• Exercise requirements: Beginning with the opening line of the entries, return every line through the one containing "position:relative; flex:1; overflow:hidden", both included, and nothing else. Omit pictures.

Dataset records:
- Opening Delimiter -

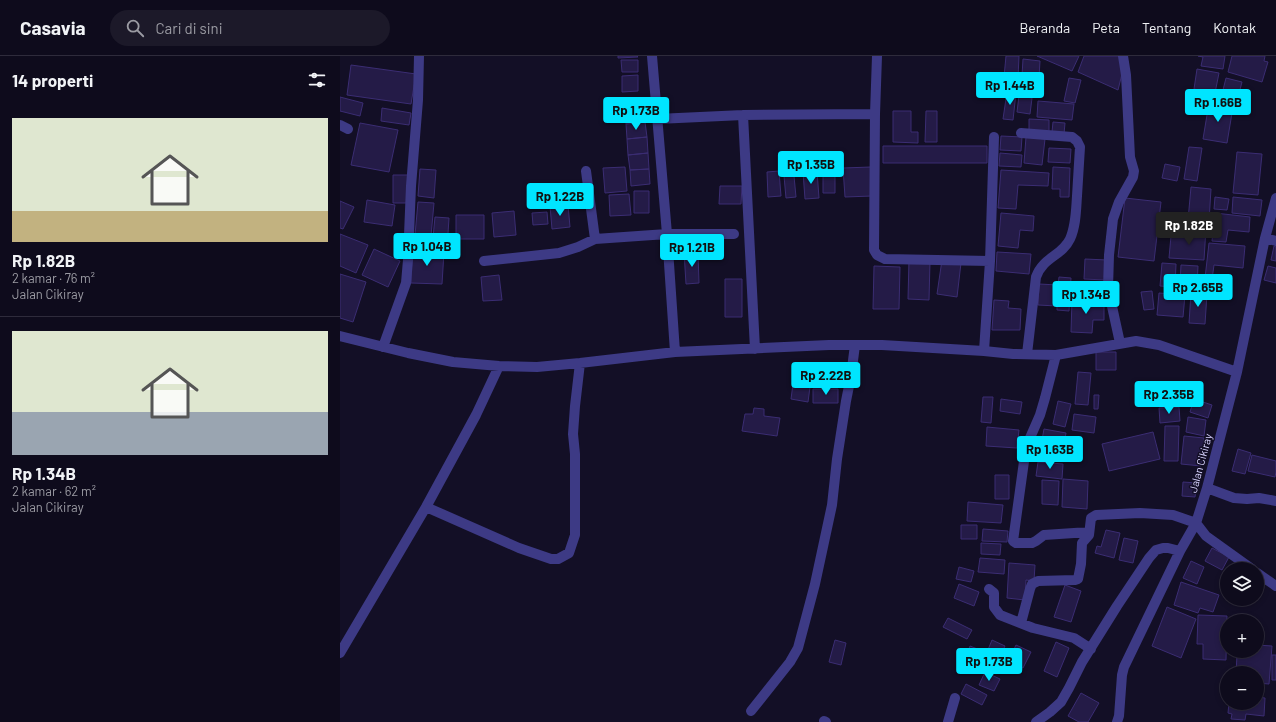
<!DOCTYPE html>
<html lang="id">
<head>
<meta charset="utf-8">
<style>
	body { margin:0; font-family:Barlow,sans-serif; background:#1c1929; color:#f1f3f6; height:100vh; display:flex; flex-direction:column; font-size:15px; white-space:nowrap }
	* { box-sizing:border-box; margin:0 }
	p { font-size:13px; color:#9b9ba3 }
	.icon { flex:none; width:22px; height:22px; fill:none; stroke:currentColor; stroke-width:2; stroke-linecap:round; stroke-linejoin:round }
	.map { position:relative; flex:1; overflow:hidden }
	.panel { display:flex; flex-direction:column; background:#0e0b1c; width:340px }
	.panel>* { flex:none }
	.fabs { position:absolute; left:880px; top:506px; display:grid; gap:8px }
	.fabs a { display:grid; place-items:center; width:44px; height:44px; border-radius:50%; background:#0e0b1c; box-shadow:0 2px 6px #0003,0 0 0 1px #2e2b3b; font-size:20px }
	.price { position:absolute; translate:-50% -34px; padding:0 9px; border-radius:4px; background:#00e5ff; color:#111; font-size:13px; line-height:26px; filter:drop-shadow(0 1px 2px #0008) }
	.price::after { content:''; position:absolute; left:50%; top:24px; width:12px; height:9px; margin-left:-6px; background:inherit; clip-path:polygon(0 0,100% 0,50% 100%) }
	.price.selected { background:#222; color:#fff }
	ul { padding:0; list-style:none }
	li { display:grid; align-content:center; gap:8px; height:212px; padding:0 12px }
	li+li { border-top:1px solid #2e2b3b }
	li span { display:grid; place-items:center; height:124px; border-radius:0px; color:#555 }
	li>.icon { margin-inline-start:auto }
	span .icon { width:72px; height:72px; fill:#fffc; stroke-width:1 }
	li b { font-size:17px }
	h2 { display:flex; justify-content:space-between; align-items:center; height:48px; padding:0 12px; font-size:17px }
	header { display:flex; align-items:center; gap:24px; box-sizing:border-box; height:56px; padding:0 20px; background:#0e0b1c; border-bottom:1px solid #2e2b3b }
	header strong { font-size:19px }
	nav { display:flex; gap:22px; margin-inline-start:auto; font-size:14px }
	.search { width:280px; height:36px; background:#1c1929; display:flex; align-items:center; gap:10px; box-sizing:border-box; padding:0 14px; border-radius:22px; color:#9b9ba3; font-size:15px }
	main { display:flex; flex:1; min-height:0 }
	.map>svg:first-child { display:block }
	.building { fill:#241b47; stroke:#3b2d73 }
	.lines { fill:none; stroke-linecap:round; stroke-linejoin:round }
	.street { stroke:#3d3a85; stroke-width:10 }
	.labels { text-anchor:middle; dominant-baseline:central; stroke-width:3; stroke-linejoin:round; paint-order:stroke }
	.street-label { font-size:11px; fill:#d9d4ff; stroke:#130f26 }
</style>
</head>
<body>
<header>
<strong>Casavia</strong>
<div class="search"><svg class="icon" aria-label="search" viewBox="0 0 24 24"><circle cx="10" cy="10" r="6"/><path d="M15 15l6 6"/></svg>Cari di sini</div>
<nav><a>Beranda</a><a>Peta</a><a>Tentang</a><a>Kontak</a></nav>
</header>
<main>
<section class="panel">
<h2>14 properti<svg class="icon" aria-label="filters" viewBox="0 0 24 24"><path d="M4 7h16M4 17h16"/><circle cx="9" cy="7" r="2"/><circle cx="15" cy="17" r="2"/></svg></h2>
<ul>
<li><span style="background:linear-gradient(#dfe7d0 75%,#c2b280 0)"><svg class="icon" aria-label="home" viewBox="0 0 24 24"><path d="M3 11l9-7 9 7M6 9v11h12V9"/></svg></span><div><b>Rp 1.82B</b><p>2 kamar · 76 m²</p><p>Jalan Cikiray</p></div></li>
<li><span style="background:linear-gradient(#dfe7d0 65%,#9aa5b1 0)"><svg class="icon" aria-label="home" viewBox="0 0 24 24"><path d="M3 11l9-7 9 7M6 9v11h12V9"/></svg></span><div><b>Rp 1.34B</b><p>2 kamar · 62 m²</p><p>Jalan Cikiray</p></div></li>
</ul>
</section>
<div class="map">
<svg width="936" height="666" viewBox="0 0 936 666">
	<rect width="100%" height="100%" fill="#130f26"/>
	<!-- building -->
	<path class="building" d="M278,0H297L298,1L278,2Z
		M666,0H679L678,22L664,21Z
		M697,0H739L732,15Z
		M744,0H781L782,18L778,34L738,16Z
		M858,0H885L883,13L861,10L863,1Z
		M892,0H925L924,5L928,6L922,26L888,16Z
		M683,3L700,5L698,38L681,36Z
		M281,4H298V16H282Z
		M11,9L76,18L71,48L7,39Z
		M857,13L879,17L875,37L854,33Z
		M298,19V35L282,36V20Z
		M729,22L741,24L735,47L724,45Z
		M886,22L902,26L896,49L880,46Z
		M667,36L676,37L673,64L663,63Z
		M679,40L692,42L690,58L677,56Z
		M0,41L23,47L20,60L0,55Z
		M698,45L734,48L732,64L697,61Z
		M869,47L893,51L887,87L863,83Z
		M304,51L305,66L286,68L285,52Z
		M42,52L71,57L69,69L41,65Z
		M553,55H571V76H578V87L553,86Z
		M586,55H597V86H585Z
		M689,63L709,64V77L689,75Z
		M305,66L307,81L287,83L286,68Z
		M713,66L725,67L724,78L712,76Z
		M20,67L58,74L49,116L11,109Z
		M661,80L682,81L681,95L660,94Z
		M307,81L308,97L288,99L287,83Z
		M686,81L705,83L702,109L684,107Z
		M543,90H647V107H543Z
		M849,91L862,92L857,125L844,123Z
		M709,92L731,93L730,107L708,106Z
		M897,96L922,98L918,139L893,137Z
		M308,97L309,113L290,114L288,99Z
		M660,97L682,99L681,111L659,110Z
		M825,108L840,111L837,125L822,122Z
		M483,110H495V137H483Z
		M285,111L287,135L265,137L263,112Z
		M531,111L532,140L505,141L503,112Z
		M713,111L730,112L729,141H720V133H712Z
		M80,113L96,114L94,142L78,140Z
		M309,113L310,128L291,130L290,114Z
		M661,114L709,117L708,130L678,129L676,153L658,152Z
		M439,115L441,140L428,141L427,116Z
		M477,115L479,142L465,143L463,116Z
		M53,119H70V147H53Z
		M444,120H454L456,141L446,142Z
		M380,130H402L401,148H379Z
		M851,131L871,133L869,165L848,164Z
		M294,135H309V157H294Z
		M289,138L291,159L270,160L269,139Z
		M875,141L889,143L887,154L874,153Z
		M893,141L922,144L920,160L892,157Z
		M785,142L821,146L814,205L778,201Z
		M27,144L55,149L52,170L24,166Z
		M0,145L14,151L3,173L0,172Z
		M78,146L94,147L90,191L74,190Z
		M228,149L230,171L212,173L210,150Z
		M174,155L176,179L154,181L152,157Z
		M207,156L208,168L193,169L192,157Z
		M661,157L694,160L693,175L680,174L678,192L658,190Z
		M875,157L910,161L909,176L888,174L886,186L872,185Z
		M116,159H144V183H116Z
		M95,161L109,162L107,193L92,192Z
		M853,171L866,172L864,204L829,202L831,180L852,182Z
		M0,178L28,189L16,217L0,210Z
		M869,187L905,190L903,212L874,209L871,231H864Z
		M934,190L936,191V205L931,204Z
		M34,193L60,205L48,231L22,219Z
		M72,195L104,196L102,228L71,227Z
		M344,196H358L359,227L346,228Z
		M657,196L691,198L689,218L656,215Z
		M745,203L767,204L765,224L744,223Z
		M569,204L590,205L589,244L568,243Z
		M602,204L621,207L617,241L597,238Z
		M822,207L836,208L835,231L820,230Z
		M841,209L858,210L857,230L840,228Z
		M534,210L560,211L559,253H533Z
		M928,210L936,212V227L924,224Z
		M0,218L26,226L13,266L0,262Z
		M159,219L162,244L143,245L141,221Z
		M719,221L731,222L729,255L717,254V250L698,249L699,228L718,229Z
		M385,223H402V261H385Z
		M812,235L814,253L804,254L801,236Z
		M819,237L845,239L843,261L817,259Z
		M851,237L867,238L865,268L849,267Z
		M654,244L669,245L668,252L681,253L680,274H652Z
		M732,244L764,245V264H753L752,277L731,276Z
		M756,296H776V314H756Z
		M738,316L751,317L748,349L735,348Z
		M453,328L470,331L468,346L451,343Z
		M473,333H498V347H473Z
		M754,339H759L758,353H754Z
		M643,341H653L651,367L641,366Z
		M661,343L682,346L680,358L660,355Z
		M854,343L872,349L868,362L850,356Z
		M718,345L731,348L725,371L713,368Z
		M839,351L840,365L820,367L819,352Z
		M414,352L424,353V360L440,362L437,380L402,375L405,358H413Z
		M734,358L756,361L754,377L732,374Z
		M848,361L866,364L864,380L846,376Z
		M825,370H839L838,405H824Z
		M647,371L679,374L677,392L646,390Z
		M704,373L726,377L724,388L702,384Z
		M813,376L820,403L769,415L762,388Z
		M844,380L864,382L861,410L841,408Z
		M898,393L911,397L905,418L892,415Z
		M912,399L936,405V416L935,421L908,415Z
		M698,406L723,408L722,423L696,420Z
		M655,419H669V443H655Z
		M723,423L748,425L747,453L722,451Z
		M702,424L719,425L718,449L702,448Z
		M843,426L857,427L855,441L842,440Z
		M628,446L663,449L661,467L627,465Z
		M621,469H637V483H621Z
		M643,473L668,475L667,486L642,485Z
		M766,474L780,477L774,502L755,497L757,490L761,491Z
		M784,482L798,485L793,507L779,504Z
		M641,487L661,488L660,499L641,498Z
		M872,492L889,501L882,514L865,505Z
		M640,502L665,504L664,518L638,516Z
		M851,505L864,511L857,528L843,522Z
		M669,507L695,509L694,525L686,524L685,544L667,542Z
		M619,511L634,515L631,526L616,523Z
		M841,526L879,539L873,556L860,552L858,557L834,549Z
		M619,528L639,536L634,550L614,542Z
		M725,529L741,535L731,566L714,561Z
		M827,551L856,563L841,602L812,590Z
		M858,559L887,560L886,604L863,603V588H857Z
		M608,562L632,574L627,583L603,571Z
		M495,584L506,587L501,609L489,606Z
		M652,584L665,590L655,611L643,606Z
		M716,586L729,592L717,621L704,615Z
		M676,589L691,596L683,612L668,606Z
		M917,589L932,590L929,628L917,627V617H896L897,599H906V595H917Z
		M630,590L640,594L635,606L625,603Z
		M932,599H936V624H932Z
		M645,616L660,623L654,635L639,629Z
		M626,628L647,639L642,649L621,638Z
		M741,637L759,647L748,666H739L728,660Z
		M917,641L925,642L924,660L906,658L905,664L891,663L892,658L888,657L889,647H917Z"/>
	<g class="lines">
		<!-- street -->
		<path class="street" d="M312,0L327,178L335,296
			M537,0L535,58L534,194L537,199L545,203L650,205
			M403,59L415,293
			M317,63L403,59L535,58
			M0,69L8,73
			M681,77L732,81L737,85L740,91C739,108 738,124 737,140C736,154 736,170 730,183C722,200 703,201 696,221L687,298
			M246,115L255,183
			M925,182L936,185
			M144,205L219,197L238,191L255,183L327,178H394
			M0,280L68,297L113,306L159,310L197,311L240,307L335,296L489,289H542L644,295L673,298L716,299L796,285L819,289L897,316
			M780,287L768,232L769,199L773,163L779,146L793,121L794,115L790,101L786,19L783,0
			M43,291L66,227L68,204L71,130L78,44L79,0
			M644,295L650,205L654,81
			M716,299L705,342L700,359L686,391L673,485L676,487H692L696,485L704,479L749,476
			M867,432L894,442L907,443L919,442L936,445
			M86,451L179,492L211,503H218L229,497L235,479V398L233,378L235,350L240,307
			M917,517L936,530
			M649,533L654,537V551L660,559L693,572L734,582L751,593
			M681,567L690,533L692,528L698,525L735,524L738,523L741,508L742,487L749,479L751,462L756,459L800,457L833,459L856,467L866,480L912,513
			M0,597L86,451L136,359L159,310
			M411,655L450,606L458,592L475,528L492,449L497,403L506,345L511,320L515,289
			M484,665L486,666
			M608,666L615,642
			M696,666L710,656L721,646L729,632L742,606L777,550L809,502L816,494L823,492H828L840,495
			M777,666L779,660L782,619L784,611L840,495L856,467L867,432L897,316L925,182L936,142"/>
	</g>
	<g class="labels">
		<!-- street labels -->
		<g class="street-label">
			<text transform="translate(860 407) rotate(-75)">Jalan Cikiray</text>
		</g>
	</g>
</svg>
<div class="fabs">
<a><svg class="icon" aria-label="layers" viewBox="0 0 24 24"><path d="M12 4l9 5-9 5-9-5zM3 14l9 5 9-5"/></svg></a>
<a>+</a>
<a>−</a>
</div>
<b class="price" style="left:670px;top:50px">Rp 1.44B</b>
<b class="price" style="left:878px;top:67px">Rp 1.66B</b>
<b class="price" style="left:296px;top:75px">Rp 1.73B</b>
<b class="price" style="left:471px;top:129px">Rp 1.35B</b>
<b class="price" style="left:220px;top:161px">Rp 1.22B</b>
<b class="price selected" style="left:849px;top:190px">Rp 1.82B</b>
<b class="price" style="left:87px;top:211px">Rp 1.04B</b>
<b class="price" style="left:352px;top:212px">Rp 1.21B</b>
<b class="price" style="left:858px;top:252px">Rp 2.65B</b>
<b class="price" style="left:746px;top:259px">Rp 1.34B</b>
<b class="price" style="left:486px;top:340px">Rp 2.22B</b>
<b class="price" style="left:829px;top:359px">Rp 2.35B</b>
<b class="price" style="left:710px;top:414px">Rp 1.63B</b>
<b class="price" style="left:649px;top:626px">Rp 1.73B</b>
</div>
</main>
</body>
</html>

- Closing Delimiter -

• Output of the task:
<!DOCTYPE html>
<html lang="id">
<head>
<meta charset="utf-8">
<style>
	body { margin:0; font-family:Barlow,sans-serif; background:#1c1929; color:#f1f3f6; height:100vh; display:flex; flex-direction:column; font-size:15px; white-space:nowrap }
	* { box-sizing:border-box; margin:0 }
	p { font-size:13px; color:#9b9ba3 }
	.icon { flex:none; width:22px; height:22px; fill:none; stroke:currentColor; stroke-width:2; stroke-linecap:round; stroke-linejoin:round }
	.map { position:relative; flex:1; overflow:hidden }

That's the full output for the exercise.